017. Haematoxylum campechianum. Logwood.

017. Haematoxylum campechianum. 017. Haematoxylum campechianum. C. Synonyma. Lignum Campechense. Pharm. Lond. & Edin.
Haematoxylum spinosum, foliis pinnatis, racemis terminalibus. Browne's Jam. 221.
Lignum Campechianum, species quaedam Brasil. Vide Sloanes Jam. vol. 2. p. 183.
Crista pavonis Coronillae folio secunda, sive tinctoria Indica, flore luteo racemoso minore, siliqua latissima glabra, lignum rubrum, Sappan dictum ferens. Breyn. Prodr. 2. 37.
Erythroxylum, sive lignum rubrum Indicum spinosissimum, coluteae foliis, floribus luteis, filiquis maximis. Herm. Par. Bat. 333.
Haematoxylum. Longs Jam.vol. 3. p. 754. Miller's Dict. Jacquin, Ob. Bot. 1. p. 20.

Class Decandria. Order Monogynia. L. Gen. Plant. 525.
Ess. Gen. Ch. Cal. 5 partitus. Petala 5. Caps, lanceolata, 1-locularis, 2-valvis: valvis navicularibus.

The Campechianum is the only species of the Haematoxylum hitherto discovered; it is a much smaller tree than the Guaiacum, and both the trunk and the branches are extremely crooked, and covered with dark-coloured rough bark; the smaller ramifications are numerous, close, prickly, or beset with strong sharp spines; the leaves are pinnated, generally composed of four or five pair of pinnae, of an irregular oval shape, obliquely nerved, and obtusely sinuated at the top; the flowers grow in racemi, or in close regular terminal spikes, and appear in March; the calyx divides into five oblong obtuse segments, of a brownish purple colour; the petals are five, patent, obtusely lance-shaped, and of a reddish yellow colour; the stamina are somewhat hairy, tapering, of unequal length, shorter than the corolla, and the antherae are small and oval; the style is nearly the length of the stamina, and the germen becomes a long double valved pod, which contains many oblong compressed, or somewhat kidney-shaped, seeds.

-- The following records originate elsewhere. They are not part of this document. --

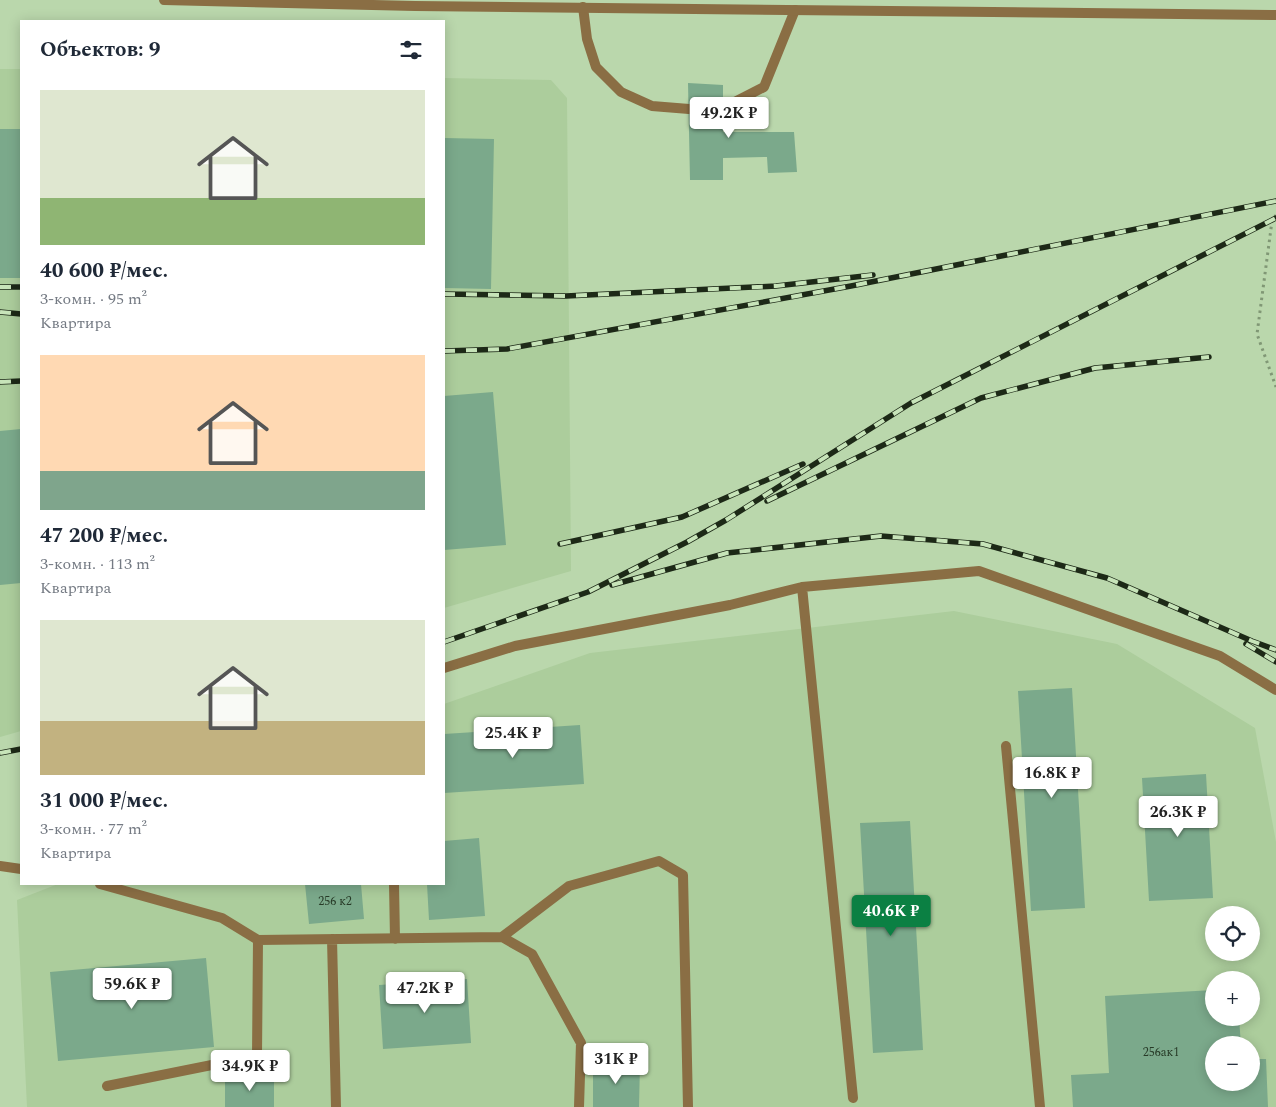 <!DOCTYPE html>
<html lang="ru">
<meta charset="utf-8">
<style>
:root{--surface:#fff;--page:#f2f2f3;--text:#1f2937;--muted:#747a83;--accent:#0b8043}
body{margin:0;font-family:Spectral,serif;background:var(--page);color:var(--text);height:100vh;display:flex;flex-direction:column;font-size:19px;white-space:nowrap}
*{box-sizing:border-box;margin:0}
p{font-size:16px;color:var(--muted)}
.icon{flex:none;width:28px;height:28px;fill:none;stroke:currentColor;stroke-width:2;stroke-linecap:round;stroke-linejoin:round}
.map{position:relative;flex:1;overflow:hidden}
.details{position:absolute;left:20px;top:20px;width:425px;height:865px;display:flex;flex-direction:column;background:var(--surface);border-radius:0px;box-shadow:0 2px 12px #0003}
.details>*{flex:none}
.tools{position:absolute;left:1205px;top:906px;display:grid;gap:10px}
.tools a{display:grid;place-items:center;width:55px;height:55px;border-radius:50%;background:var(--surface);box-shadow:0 2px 12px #0003;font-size:25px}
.price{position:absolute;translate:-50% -42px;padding:0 11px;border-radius:5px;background:#fff;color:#222;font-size:16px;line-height:32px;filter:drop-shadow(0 1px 2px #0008)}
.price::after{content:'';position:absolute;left:50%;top:30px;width:15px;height:11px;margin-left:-8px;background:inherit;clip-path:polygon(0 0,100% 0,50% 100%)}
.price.on{background:var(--accent);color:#fff}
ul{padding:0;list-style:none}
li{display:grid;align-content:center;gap:10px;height:265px;padding:0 20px}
li span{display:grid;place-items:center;height:155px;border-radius:0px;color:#555}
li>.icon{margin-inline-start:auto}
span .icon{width:90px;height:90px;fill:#fffc;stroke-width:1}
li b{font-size:21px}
h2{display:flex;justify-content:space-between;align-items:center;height:60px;padding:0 20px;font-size:21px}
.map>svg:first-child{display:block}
.built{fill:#accd9c;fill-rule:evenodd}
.building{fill:#7ba98b}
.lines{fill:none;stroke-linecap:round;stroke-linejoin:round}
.path{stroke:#809775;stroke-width:3;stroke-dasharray:2.5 4;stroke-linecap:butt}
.service{stroke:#8a6e44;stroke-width:10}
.minor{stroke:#8a6e44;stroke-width:10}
.tertiary{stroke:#8a6e44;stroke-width:10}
.rail-casing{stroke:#1d2917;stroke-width:5.5}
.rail{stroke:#c7e4b9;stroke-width:4;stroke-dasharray:11;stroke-linecap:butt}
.labels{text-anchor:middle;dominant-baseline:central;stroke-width:4;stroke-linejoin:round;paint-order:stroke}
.number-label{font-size:12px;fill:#273a27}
</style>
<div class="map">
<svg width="1276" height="1107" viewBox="0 0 1276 1107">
<rect width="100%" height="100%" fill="#bad7ac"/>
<path class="built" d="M0 69H21V731L0 737Z
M444 78 551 80 567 98 571 571 444 608Z
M954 611 1117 644 1255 728 1276 842V1107H27L17 900 58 884H444V704L590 653ZM1214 915H1251V952H1214ZM1214 980H1251V1018H1214ZM1214 1045H1251V1082H1214Z"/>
<path class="building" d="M688 83 723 85V132H794L797 172 768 173 767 157 723 158V180H690Z
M0 129H21V278H0Z
M444 138 494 139 491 289 444 288Z
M493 392 506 545 444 550V396Z
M21 429V583L0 585V431Z
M1072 688 1085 908 1031 911 1018 691Z
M580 725 584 784 444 793V734Z
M1206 774 1213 898 1149 901 1142 778Z
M910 821 923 1050 873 1053 860 823Z
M479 838 485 916 429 920 427 884H444V841Z
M305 884H361L364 919 309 924Z
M206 958 214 1047 58 1061 50 972Z
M467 979 471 1043 383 1049 379 985Z
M1214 990V1018H1239L1241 1045H1214V1082H1251V1059H1266L1268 1107H1073L1071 1075 1109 1073 1105 996Z
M593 1063H640L639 1107H593Z
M274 1076V1107H225V1077Z"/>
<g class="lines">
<path class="path" d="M1276 215 1272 221 1257 334 1276 387"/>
<path class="service" d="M583 7 587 39 596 67 621 92 652 106 689 109
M723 108 764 87 795 10
M802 587 853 1098
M444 668 515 646 730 605 802 587 979 571 1220 656 1276 690
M1006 746 1040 1107
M100 884 222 918 258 940 502 937 532 954 581 1043 579 1107
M394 884 395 939
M502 937 569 886 659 861 683 875 688 1107
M332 939 336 1107
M107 1086 257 1056 258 940"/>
<path class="minor" d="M0 866 21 869"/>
<path class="tertiary" d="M164 0 415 6 1276 15"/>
<g class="rail-casing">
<path id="rail" d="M0 287H21
M444 294 566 296 776 286 873 275
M0 312 21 314
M444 351 507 349 851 286 1276 201
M0 382 21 381
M767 501 981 398 1095 368 1209 357
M560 544 682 517 803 464
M612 585 727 553 881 536 983 544 1107 578 1252 641 1276 650
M444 642 588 592 687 542 726 520 911 403 1276 218
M1246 644 1276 662
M0 753 21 749"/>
</g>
<use href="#rail" class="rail"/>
</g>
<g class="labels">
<g class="number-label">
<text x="335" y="901">256 к2</text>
<text x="1161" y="1052">256ак1</text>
</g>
</g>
</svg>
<div class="tools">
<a><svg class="icon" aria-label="locate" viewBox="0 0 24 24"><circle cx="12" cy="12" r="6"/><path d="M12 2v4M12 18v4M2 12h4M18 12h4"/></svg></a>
<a>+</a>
<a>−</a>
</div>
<b class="price" style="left:729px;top:139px">49.2K ₽</b>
<b class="price" style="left:513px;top:759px">25.4K ₽</b>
<b class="price" style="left:1052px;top:799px">16.8K ₽</b>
<b class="price" style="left:1178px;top:838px">26.3K ₽</b>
<b class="price on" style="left:891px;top:937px">40.6K ₽</b>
<b class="price" style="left:132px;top:1010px">59.6K ₽</b>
<b class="price" style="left:425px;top:1014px">47.2K ₽</b>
<b class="price" style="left:616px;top:1085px">31K ₽</b>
<b class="price" style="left:250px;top:1092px">34.9K ₽</b>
<section class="details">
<h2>Объектов: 9<svg class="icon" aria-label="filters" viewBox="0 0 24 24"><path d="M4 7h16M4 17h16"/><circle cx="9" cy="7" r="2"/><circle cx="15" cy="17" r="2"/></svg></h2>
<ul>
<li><span style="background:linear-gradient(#dfe7d0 70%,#8fb573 0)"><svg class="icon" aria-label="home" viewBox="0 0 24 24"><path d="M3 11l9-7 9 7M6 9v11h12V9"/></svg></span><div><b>40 600 ₽/мес.</b><p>3-комн. · 95 m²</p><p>Квартира</p></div></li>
<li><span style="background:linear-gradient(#ffd9b3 75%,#7fa58c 0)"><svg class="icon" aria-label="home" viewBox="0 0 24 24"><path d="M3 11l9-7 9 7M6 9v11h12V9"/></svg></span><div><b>47 200 ₽/мес.</b><p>3-комн. · 113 m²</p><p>Квартира</p></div></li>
<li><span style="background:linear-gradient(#dfe7d0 65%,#c2b280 0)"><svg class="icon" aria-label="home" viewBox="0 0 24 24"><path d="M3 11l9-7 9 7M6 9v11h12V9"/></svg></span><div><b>31 000 ₽/мес.</b><p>3-комн. · 77 m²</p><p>Квартира</p></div></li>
</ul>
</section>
</div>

This tree is a native of South America, and grows to the highest perfection at Campeachy, in the Bay of Honduras, whence the seeds were brought to Jamaica in 1715, with a view of propagating it as an article of commercial export. And though it does not appear to have answered this purpose so fully as could have been wished, yet we are told that in some parts of the island, especially where the ground is swampy, this tree, in the course of three years, will rise to the height of ten feet, and by this quick and luxuriant growth, soon overrun and destroy the neighbouring plants. [In some parts of Jamaica "are such quantities of it growing wild, as to incommode the land-holders extremely." Long's l. c. 754. He also observes, that "it makes an excellent and beautiful fence, which, if kept properly trimmed, grows so strong and thick, that nothing can break through."] The Logwood tree was first cultivated in Britain by Mr. P. Miller in 1739 [Hort. Kew.] who says, "there are some of these plants now in England which are upwards of six feet high, and as thriving as those in their native soil;" [Dictionary abridged, sixth edition.] but this observation will not apply to the present time, for we have searched in vain for this plant through molt of the principal garden stoves in the neighbourhood of London.

The wood of this tree is of a solid texture, and of a dark red colour; it is imported into Europe principally as a dying drug, cut into junks or logs of about three feet in length; of these pieces, the largest and thickest are preferred, as being of the deepest colour. This wood has a sweetish subastringent taste, and no remarkable smell; it gives a purplish red tincture both to watery and spirituous infusions, and tinges the stools, and sometimes the urine, of the same colour; but from the experiments of DuHamel and others, it does not appear to colour the bones of animals, as observed of madder and some other plants of that class. It is used medicinally as an astringent and corroborant. In diarrhoeas it has been found peculiarly efficacious, and has the recommendation of some of the first medical authorities: [Baker, Clark, Pringle, Duncan, Zimmerman, Baldinger, and others.] also in the latter stages of dysentery, when the obstructing causes are removed, to obviate that extreme laxity of the intestines usually superinduced by the repeated dejections. Extractum ligni campechensis is ordered in the pharmacopoeias, and may be given in the dose of one scruple or two, repeated according to the urgency of the symptoms.